29 Maio 2020

Entrevista a Pedro Rio, Cardiologista do Centro do Coração dos Hospitais CUF (Lisboa)

Os portugueses consomem em média cerca de 10g de sal por dia, o dobro do recomendado pela Organização Mundial da Saúde, o que tem consequências muito negativas para a saúde do coração e de outros órgãos muito importantes.

São inúmeros os malefícios do consumo exagerado de sal para a saúde do coração, sendo o principal a pressão alta ou hipertensão arterial, ou seja, pressão acima de 140 mmHg de sistólica, a máxima, e acima de 90 mmHg de diastólica, a mínima. Por sua vez, a hipertensão arterial aumenta o risco de enfarte agudo do miocárdio e de insuficiência cardíaca, entre outras doenças. De acordo com o cardiologista Pedro Rio, a quantidade de sal consumida deve ser inferior a 2 gramas de sódio, isto é, menos de 5 gramas de sal por dia, o que corresponde a menos de uma colher de chá.

 

O SAL NÃO É AMIGO DO CORAÇÃO


Os portugueses têm noção real da quantidade de sal que consomem e das consequências do consumo excessivo para a sua saúde?

Apesar de haver muita informação sobre este tema e os portugueses conhecerem os malefícios do uso excessivo de sal, de uma forma geral, subestimam o seu consumo. Se perguntarmos a uma pessoa se ingere sal a mais, a resposta é automaticamente não, o que contradiz os estudos de consumo de sal em Portugal.

 

Qual a quantidade média de sal consumida por cada português, actualmente?

De acordo com os últimos estudos, os portugueses consomem em média cerca de 10 gramas de sal por dia, o dobro do recomendado pela Organização Mundial da Saúde.

 

Qual é a quantidade recomendada?

A quantidade deve ser inferior a 2g de sódio, isto é, menos de 5g de sal por dia, o que corresponde a menos de 1 colher de chá. Não nos podemos esquecer de que o sal, ou o sódio, está presente em todos os alimentos de forma natural.

 

INIMIGO SILENCIOSO

Quais os efeitos do sal a mais no nosso organismo?
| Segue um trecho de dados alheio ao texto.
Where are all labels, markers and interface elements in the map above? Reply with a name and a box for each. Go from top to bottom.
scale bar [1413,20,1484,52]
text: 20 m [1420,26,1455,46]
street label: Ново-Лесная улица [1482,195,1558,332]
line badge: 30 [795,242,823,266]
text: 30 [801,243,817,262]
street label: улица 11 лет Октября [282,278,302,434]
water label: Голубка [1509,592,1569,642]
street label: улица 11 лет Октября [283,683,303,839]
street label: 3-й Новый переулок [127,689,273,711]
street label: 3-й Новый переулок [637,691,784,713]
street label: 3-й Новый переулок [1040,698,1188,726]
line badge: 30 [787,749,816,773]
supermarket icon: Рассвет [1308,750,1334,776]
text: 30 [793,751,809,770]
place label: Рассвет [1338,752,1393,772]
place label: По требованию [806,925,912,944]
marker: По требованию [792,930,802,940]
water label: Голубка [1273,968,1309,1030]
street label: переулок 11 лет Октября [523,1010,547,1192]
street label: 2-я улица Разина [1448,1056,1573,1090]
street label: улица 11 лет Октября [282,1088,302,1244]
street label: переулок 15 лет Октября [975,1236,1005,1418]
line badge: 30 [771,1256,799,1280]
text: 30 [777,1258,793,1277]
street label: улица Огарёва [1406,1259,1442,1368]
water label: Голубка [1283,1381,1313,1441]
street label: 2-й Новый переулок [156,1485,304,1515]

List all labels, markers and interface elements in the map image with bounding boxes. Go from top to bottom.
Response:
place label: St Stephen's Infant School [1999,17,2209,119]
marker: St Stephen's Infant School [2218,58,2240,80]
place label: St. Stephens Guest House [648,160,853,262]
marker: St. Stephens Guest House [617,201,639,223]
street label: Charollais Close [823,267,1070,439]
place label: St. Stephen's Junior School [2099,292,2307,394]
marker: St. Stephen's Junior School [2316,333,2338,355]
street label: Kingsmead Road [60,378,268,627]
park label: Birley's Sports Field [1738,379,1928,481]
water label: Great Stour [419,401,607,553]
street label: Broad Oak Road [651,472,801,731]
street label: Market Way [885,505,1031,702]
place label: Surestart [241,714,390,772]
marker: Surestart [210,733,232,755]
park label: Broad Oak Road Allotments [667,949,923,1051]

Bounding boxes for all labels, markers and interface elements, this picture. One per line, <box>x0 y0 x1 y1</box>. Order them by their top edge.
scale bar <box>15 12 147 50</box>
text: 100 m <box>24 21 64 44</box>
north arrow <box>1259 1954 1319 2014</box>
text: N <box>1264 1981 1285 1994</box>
O sal é formado por 40% de sódio e o restante de cloreto. O nosso sangue apresenta uma concentração de sódio muito bem equilibrada. O sódio ao ser ingerido em excesso vai ultrapassar a capacidade que o rim tem em excretá-lo na quantidade suficiente para manter o tal equilíbrio. Isto vai levar a que o rim tenha de reter mais água para manter a concentração do sódio. É este excesso de água dentro do nosso organismo que vai fazer com que aumente a pressão dentro dos vasos sanguíneos. A hipertensão arterial, por sua vez, vai criar um problema a todo o sistema cardiovascular, induzindo lesões dentro da camada mais interna das artérias, podendo levar à sua rotura ou estimulando a aterosclerose, que é a deposição de placas de gordura e de cálcio. A aterosclerose é o primeiro passo para o enfarte agudo do miocárdio ou para a principal forma de acidente vascular cerebral (AVC), o AVC isquémico. Tudo isto acontece geralmente de forma indolor e silenciosa.

 

Quais são neste momento as doenças que se devem directamente ao consumo excessivo de sal?

O sal, por aumentar a pressão arterial, pode assim causar AVC, aneurismas, enfarte agudo do miocárdio, insuficiência cardíaca e renal.

 

É PRECISO ELIMINAR RESISTÊNCIAS

A resistência a reduzir a quantidade de sal prende-se com a cultura gastronómica nacional?

Os principais alimentos que servem de fonte ao excessivo consumo de sal são o pão, a charcutaria, a sopa e o sal adicionado, que são alimentos que existem em todos os lares portugueses. De alguma forma não conseguimos fazer a ligação entre aquilo que [comemos] e as consequências em termos de saúde.

 

Que desafios aponta no processo de sensibilização dos portugueses para este problema?

As campanhas de sensibilização para redução do sal não podem ficar só pela identificação do problema nem da consciencialização que se impõe. Devem apontar num sentido mais prático. O que comer e como o fazer usando temperos como especiarias e ervas aromáticas em alternativa ao sal. Apontar sempre para alimentos mais frescos com menor processamento possível dando exemplos de pequeno-almoço, almoço e jantar como refeições saudáveis.

 

O programa Menos Sal Portugal marca uma viragem no sentido desta melhor consciencialização? 

Este tipo de iniciativa é muito importante. Além de lembrar à população os perigos do sal, os resultados mostram que é possível uma menor ingestão de sal no dia-a-dia e que isso leva à redução da pressão arterial sistólica de 2,1 mmHg. Pode parecer pouco, mas significa uma diminuição do risco de doenças cardiovasculares, nomeadamente, de 10% na mortalidade por AVC ou de 9% por doença coronária.